• [TASK INSTRUCTIONS]: Read the data below line by line and copy each one with "this" in it.

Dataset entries
*** Block opens ***

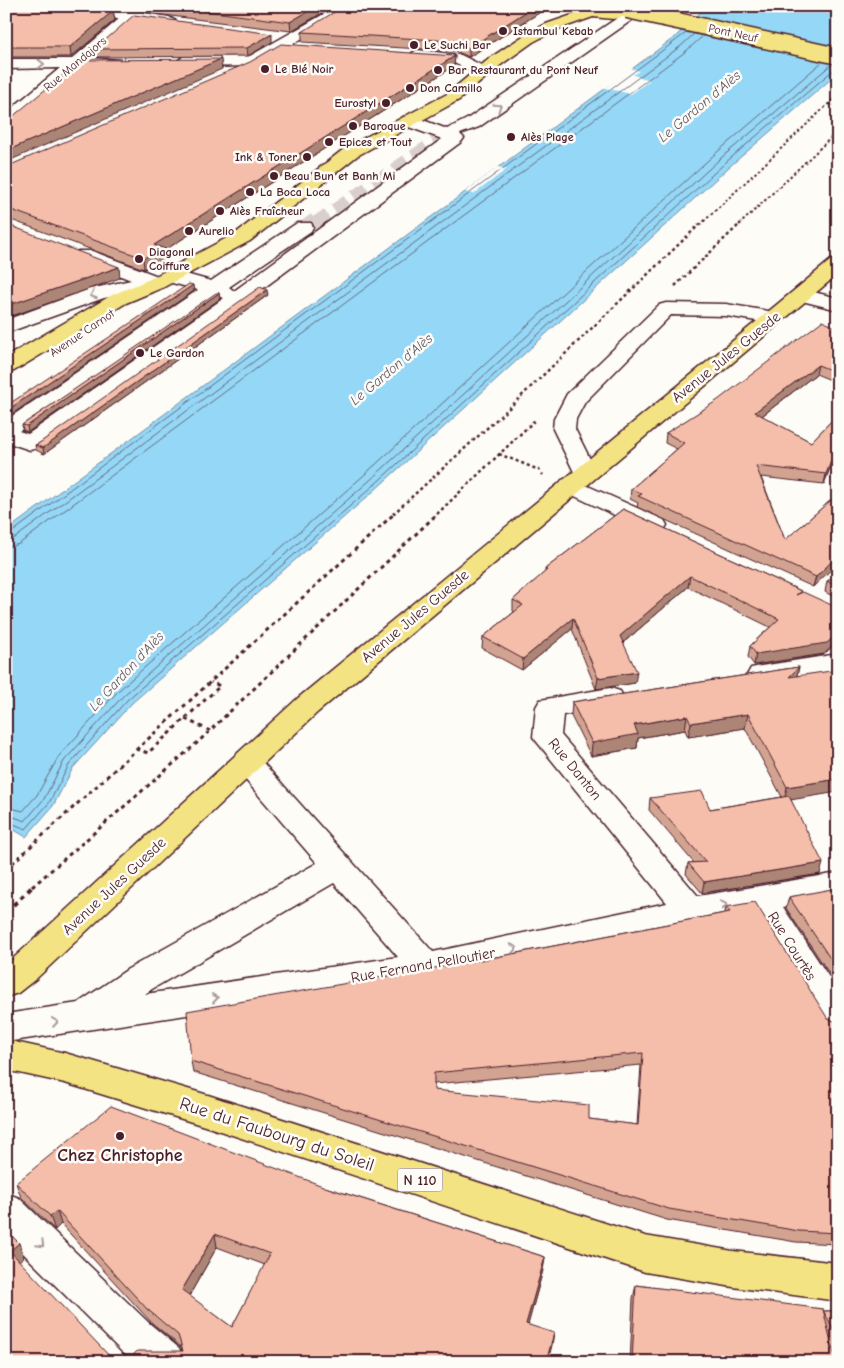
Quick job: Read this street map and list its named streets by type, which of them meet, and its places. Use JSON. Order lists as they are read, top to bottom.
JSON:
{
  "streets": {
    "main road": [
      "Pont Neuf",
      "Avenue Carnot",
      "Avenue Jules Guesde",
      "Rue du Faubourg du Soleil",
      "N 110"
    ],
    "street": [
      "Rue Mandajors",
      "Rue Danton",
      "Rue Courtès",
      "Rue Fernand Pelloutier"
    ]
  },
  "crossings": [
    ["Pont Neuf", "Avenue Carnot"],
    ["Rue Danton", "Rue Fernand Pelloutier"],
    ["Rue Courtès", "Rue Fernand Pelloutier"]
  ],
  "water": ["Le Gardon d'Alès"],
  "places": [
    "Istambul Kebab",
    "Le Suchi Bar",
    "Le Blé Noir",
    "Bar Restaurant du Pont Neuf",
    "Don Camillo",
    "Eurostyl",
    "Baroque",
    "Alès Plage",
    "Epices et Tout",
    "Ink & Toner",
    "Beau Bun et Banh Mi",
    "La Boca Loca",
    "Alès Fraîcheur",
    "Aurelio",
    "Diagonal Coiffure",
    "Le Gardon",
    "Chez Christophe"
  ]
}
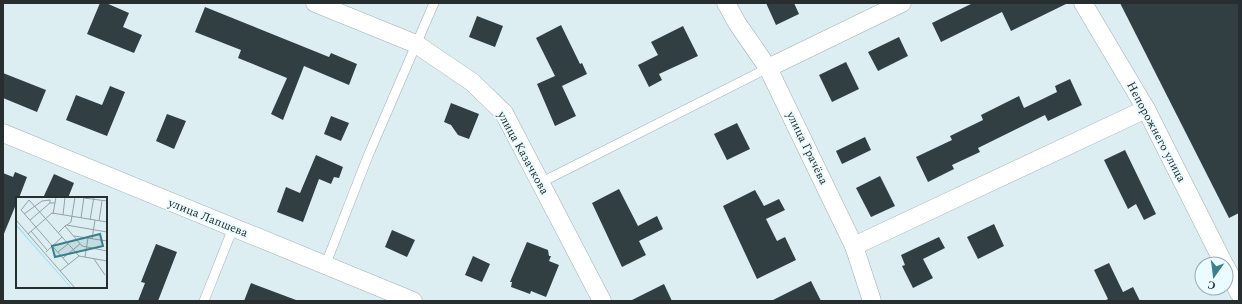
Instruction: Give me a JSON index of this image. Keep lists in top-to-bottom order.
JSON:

*** Block closes ***

• [RESULT OF THE EXERCISE]:
Quick job: Read this street map and list its named streets by type, which of them meet, and its places. Use JSON. Order lists as they are read, top to bottom.
Instruction: Give me a JSON index of this image. Keep lists in top-to-bottom order.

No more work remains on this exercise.